#!/usr/bin/python

# see editdist.py --help for usage


import sys
import struct
import codecs
from optparse import OptionParser

usage_string = "usage: %prog [options] alphabet"

info_string = """
Produce an edit distance transducer in ATT format.

There are three ways to produce an edit distance transducer:

* giving the alphabet as a command line argument
* giving a file with specialized configuration syntax
* giving a transducer in optimized-lookup format to induce an alphabet
    (in this case only symbols with length 1 are considered)

These ways may be combined freely.

For the default case, all the desired transitions are generated with weight 1.0.
The alphabet is read from a string which contains all the (utf-8) characters
you want to use. Alternatively, an existing optimized-lookup transducer
can be supplied for reading the alphabet.

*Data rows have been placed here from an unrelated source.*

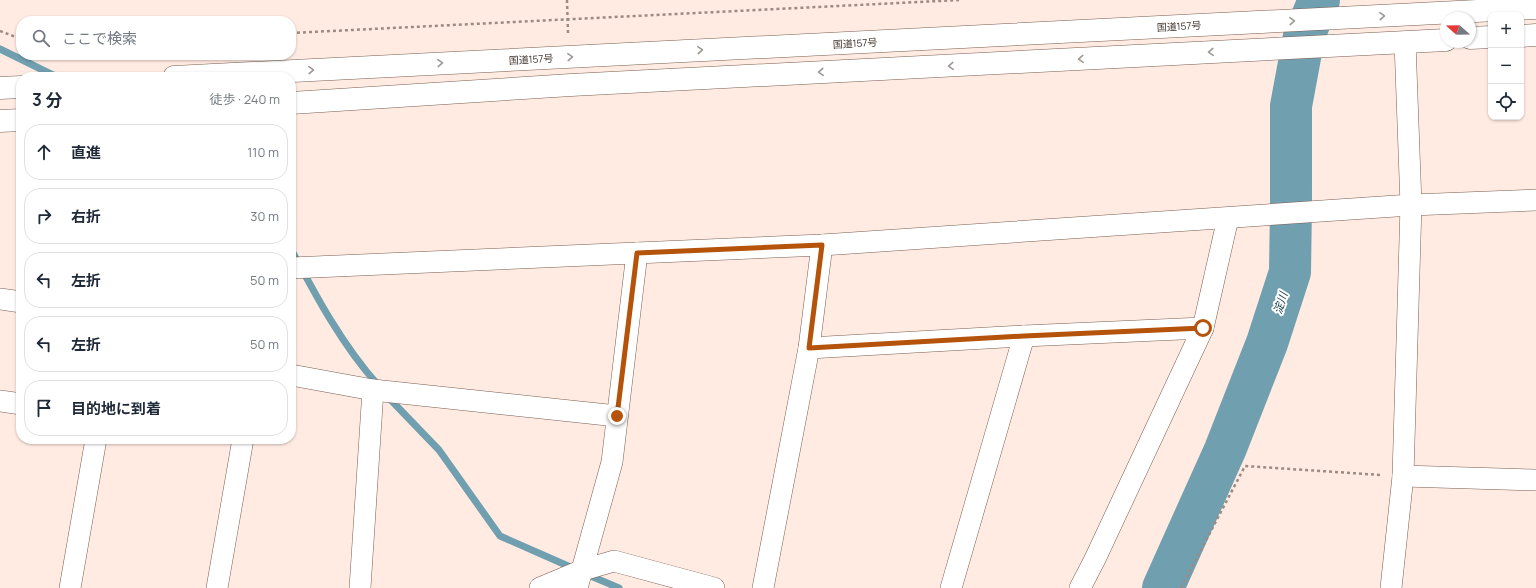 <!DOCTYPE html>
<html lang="ja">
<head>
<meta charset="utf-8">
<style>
	body { margin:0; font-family:Manrope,"Noto Sans JP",sans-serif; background:#f2f2f3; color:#1f2937 }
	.controls { position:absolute; right:12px; top:12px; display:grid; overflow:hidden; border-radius:8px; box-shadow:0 1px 3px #0004 }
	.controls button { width:36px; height:36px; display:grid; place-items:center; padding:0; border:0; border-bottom:1px solid #e0e1e3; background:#fff; color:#1f2937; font:20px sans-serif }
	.compass { position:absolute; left:1440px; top:12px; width:36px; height:36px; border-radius:50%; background:#fff; box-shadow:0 1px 3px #0004; rotate:290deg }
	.stop { position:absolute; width:12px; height:12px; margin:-9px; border:3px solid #b45309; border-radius:50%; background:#fff }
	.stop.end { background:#b45309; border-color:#fff; box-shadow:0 1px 4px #0008 }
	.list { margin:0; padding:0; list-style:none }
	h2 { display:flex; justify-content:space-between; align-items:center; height:52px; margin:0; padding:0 16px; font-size:17px }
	h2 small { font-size:13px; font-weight:400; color:#747a83 }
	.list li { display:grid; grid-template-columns:26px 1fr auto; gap:12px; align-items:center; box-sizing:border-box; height:56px; margin:0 8px 8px; padding:0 8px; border:1px solid #e0e1e3; border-radius:16px }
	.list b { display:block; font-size:15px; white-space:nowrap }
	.list em { font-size:13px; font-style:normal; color:#747a83 }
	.icon { flex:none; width:22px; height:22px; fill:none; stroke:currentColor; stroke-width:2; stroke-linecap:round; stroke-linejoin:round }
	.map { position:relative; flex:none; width:1536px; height:588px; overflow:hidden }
	.search { position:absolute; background:#fff; box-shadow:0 1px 3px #0004; left:16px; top:16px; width:280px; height:44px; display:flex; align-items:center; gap:10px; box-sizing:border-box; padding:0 14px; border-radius:16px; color:#747a83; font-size:15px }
	.panel { position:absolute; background:#fff; box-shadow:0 1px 3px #0004; left:16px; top:72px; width:280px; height:372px; border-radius:16px }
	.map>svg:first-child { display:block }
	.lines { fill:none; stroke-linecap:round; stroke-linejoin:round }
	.stream { stroke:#709faf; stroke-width:7 }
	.river { stroke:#709faf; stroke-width:42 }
	.minor-casing { stroke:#7a5e51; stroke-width:22 }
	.trunk-casing { stroke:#7a5e51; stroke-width:23 }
	.path { stroke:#9b8b84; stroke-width:2.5; stroke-dasharray:3 3; stroke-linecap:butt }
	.minor { stroke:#fff; stroke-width:21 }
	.trunk { stroke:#fff; stroke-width:22 }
	.oneway { stroke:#9e9895 }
	.route { stroke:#b45309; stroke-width:5 }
	.labels { text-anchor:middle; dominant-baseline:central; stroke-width:4; stroke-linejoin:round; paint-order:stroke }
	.street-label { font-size:10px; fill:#3d312b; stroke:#fff }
	.water-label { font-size:11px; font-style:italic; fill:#153f4c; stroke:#fff }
</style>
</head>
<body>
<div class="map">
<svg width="1536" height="588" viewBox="0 0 1536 588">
	<rect width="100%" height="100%" fill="#ffebe2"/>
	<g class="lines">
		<g class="stream">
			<path d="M0,49L57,77"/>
			<path d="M291,249C316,296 342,345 378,385"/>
			<path d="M387,396L439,450L500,536L575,569"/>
			<path d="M586,574L619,588"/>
		</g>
		<path class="river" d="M1163,588L1225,450L1267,343L1290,272L1291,206V106L1304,36L1319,0"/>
		<defs>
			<g id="minor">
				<path d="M291,268L822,245L1411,205L1536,200"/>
				<path d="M0,299L21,302"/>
				<path d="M1203,328L1228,218"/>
				<path d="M809,348L1024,336L1203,328L1095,559L1080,588"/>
				<path d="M291,375L373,390L617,416"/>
				<path d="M0,401L21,404"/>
				<path d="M1403,476L1536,480"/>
				<path d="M70,588L96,439"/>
				<path d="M217,588L243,439"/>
				<path d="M360,588L373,390"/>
				<path d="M540,588L583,570L614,561L714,588"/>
				<path d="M577,588L612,462L637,253"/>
				<path d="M763,588L809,348L822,245"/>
				<path d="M951,588L1024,336"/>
				<path d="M1391,588L1403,476L1411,205L1405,42"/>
			</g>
			<g id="trunk">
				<path d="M1521,36L1536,35"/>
				<path d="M1470,38L1491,37"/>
				<path d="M174,77L1536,8"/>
				<path d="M0,88L21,87"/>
				<path d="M291,103L571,85L1446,40"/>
				<path d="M0,121L21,120"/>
			</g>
		</defs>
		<use href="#minor" class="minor-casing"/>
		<use href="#trunk" class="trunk-casing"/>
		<g class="path">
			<path d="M567,0L568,33"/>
			<path d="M0,31L21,39"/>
			<path d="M291,33L959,0"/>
			<path d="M1181,588L1245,466L1381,475"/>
		</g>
		<use href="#minor" class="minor"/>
		<use href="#trunk" class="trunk"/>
	</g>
	<defs><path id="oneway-chevron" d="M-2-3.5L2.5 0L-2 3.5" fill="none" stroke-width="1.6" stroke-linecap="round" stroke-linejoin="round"/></defs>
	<g class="oneway">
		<use href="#oneway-chevron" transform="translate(1382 16) rotate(-3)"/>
		<use href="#oneway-chevron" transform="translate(1292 21) rotate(-3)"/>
		<use href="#oneway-chevron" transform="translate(700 50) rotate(-3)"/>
		<use href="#oneway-chevron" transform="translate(1211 52) rotate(177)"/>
		<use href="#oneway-chevron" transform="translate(570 57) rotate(-3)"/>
		<use href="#oneway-chevron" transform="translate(1081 59) rotate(177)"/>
		<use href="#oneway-chevron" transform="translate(440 63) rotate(-3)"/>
		<use href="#oneway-chevron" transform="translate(951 66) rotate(177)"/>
		<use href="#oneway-chevron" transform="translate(311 70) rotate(-3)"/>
		<use href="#oneway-chevron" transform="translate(821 72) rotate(177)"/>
	</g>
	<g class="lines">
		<path class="route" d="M617,416L637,253L822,245L809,348L1024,336L1203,328"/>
	</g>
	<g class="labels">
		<g class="street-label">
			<text transform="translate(1179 26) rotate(-3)">国道157号</text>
			<text transform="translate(855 43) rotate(-3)">国道157号</text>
			<text transform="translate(531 59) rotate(-3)">国道157号</text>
		</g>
		<g class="water-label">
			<text transform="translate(1280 303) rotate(-73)">淀川</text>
		</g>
	</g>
</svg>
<div class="controls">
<button>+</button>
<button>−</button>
<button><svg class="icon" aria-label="locate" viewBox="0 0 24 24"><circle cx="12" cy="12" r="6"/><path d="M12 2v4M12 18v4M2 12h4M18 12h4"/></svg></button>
</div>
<svg class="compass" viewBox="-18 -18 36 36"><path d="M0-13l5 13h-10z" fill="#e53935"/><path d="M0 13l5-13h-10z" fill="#747a83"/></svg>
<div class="stop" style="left:1203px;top:328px"></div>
<div class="stop end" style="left:617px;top:416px"></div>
<div class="search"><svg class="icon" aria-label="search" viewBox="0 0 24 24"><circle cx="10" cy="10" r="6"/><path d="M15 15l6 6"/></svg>ここで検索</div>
<section class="panel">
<h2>3 分<small>徒歩 · 240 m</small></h2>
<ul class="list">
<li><svg class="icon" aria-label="ahead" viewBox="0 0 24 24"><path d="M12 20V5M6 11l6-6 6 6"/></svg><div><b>直進</b></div><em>110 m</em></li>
<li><svg class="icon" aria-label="right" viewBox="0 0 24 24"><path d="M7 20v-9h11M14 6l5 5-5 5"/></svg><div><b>右折</b></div><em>30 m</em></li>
<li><svg class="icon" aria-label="left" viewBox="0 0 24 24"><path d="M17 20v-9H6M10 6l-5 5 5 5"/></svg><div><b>左折</b></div><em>50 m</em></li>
<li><svg class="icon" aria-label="left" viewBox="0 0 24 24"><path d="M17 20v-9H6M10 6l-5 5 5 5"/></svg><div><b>左折</b></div><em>50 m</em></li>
<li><svg class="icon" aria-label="arrive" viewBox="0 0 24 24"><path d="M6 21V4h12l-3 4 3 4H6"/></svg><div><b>目的地に到着</b></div></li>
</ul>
</section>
</div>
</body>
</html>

The specification file should be in the following format:
* First, an (optional) list of tokens separated by newlines
  All transitions involving these tokens that are otherwise unspecified
  are generated with weight 1.0. Symbol weights can be specified by appending
  a tab and a weight to the symbol. Transitions involving such a symbol
  will have the user-specified weight added to it.
* If you want to exclude symbols that may be induced from a transducer,
  add a leading ~ character to that line.
* If you want to specify transitions, insert a line with the content "@@"
  (without the quotes)
* In the following lines, specified transitions with the form
  FROM <TAB> TO <TAB> WEIGHT
  where FROM is the source token, TO is the destination token and WEIGHT is
  a nonnegative floating point number specifying the weight. By default,
  if only one transition involving FROM and TO is specified, the same WEIGHT
  will be used to specify the transition TO -> FROM (assuming that both are
  listed in the list of tokens).
* If the command line option to generate swaps is set, you can also specify swap
  weights with
  FROM,TO <TAB> TO,FROM <TAB> WEIGHT
  Again, unspecified swaps will be generated automatically with weight 1.0.
* Lines starting with ## are comments.

with d for distance and S for size of alphabet plus one
(for epsilon), expected output is a transducer in ATT format with
* Swapless:
** d + 1 states
** d*(S^2 + S - 1) transitions
* Swapful:
** d*(S^2 - 3S + 3) + 1 states
** d*(3S^2 - 5S + 3) transitions
"""

# Some utility classes

class Header:
    """Read and provide interface to header"""
    
    def __init__(self, file):
        bytes = file.read(5) # "HFST\0"
        if str(struct.unpack_from("<5s", bytes, 0)) == "('HFST\\x00',)":
            # just ignore any hfst3 header
            remaining = struct.unpack_from("<H", file.read(3), 0)[0]
            self.handle_hfst3_header(file, remaining)
            bytes = file.read(56) # 2 unsigned shorts, 4 unsigned ints and 9 uint-bools
        else:
            bytes = bytes + file.read(56 - 5)
        self.number_of_input_symbols             = struct.unpack_from("<H", bytes, 0)[0]
        self.number_of_symbols                   = struct.unpack_from("<H", bytes, 2)[0]
        self.size_of_transition_index_table      = struct.unpack_from("<I", bytes, 4)[0]
        self.size_of_transition_target_table     = struct.unpack_from("<I", bytes, 8)[0]
        self.number_of_states                    = struct.unpack_from("<I", bytes, 12)[0]
        self.number_of_transitions               = struct.unpack_from("<I", bytes, 16)[0]
        self.weighted                            = struct.unpack_from("<I", bytes, 20)[0] != 0
        self.deterministic                       = struct.unpack_from("<I", bytes, 24)[0] != 0
        self.input_deterministic                 = struct.unpack_from("<I", bytes, 28)[0] != 0
        self.minimized                           = struct.unpack_from("<I", bytes, 32)[0] != 0
        self.cyclic                              = struct.unpack_from("<I", bytes, 36)[0] != 0
        self.has_epsilon_epsilon_transitions     = struct.unpack_from("<I", bytes, 40)[0] != 0
        self.has_input_epsilon_transitions       = struct.unpack_from("<I", bytes, 44)[0] != 0
        self.has_input_epsilon_cycles            = struct.unpack_from("<I", bytes, 48)[0] != 0
        self.has_unweighted_input_epsilon_cycles = struct.unpack_from("<I", bytes, 52)[0] != 0

    def handle_hfst3_header(self, file, remaining):
        chars = struct.unpack_from("<" + str(remaining) + "c",
                                   file.read(remaining), 0)
        # assume the h3-header doesn't say anything surprising for now

class Alphabet:
    """Read and provide interface to alphabet"""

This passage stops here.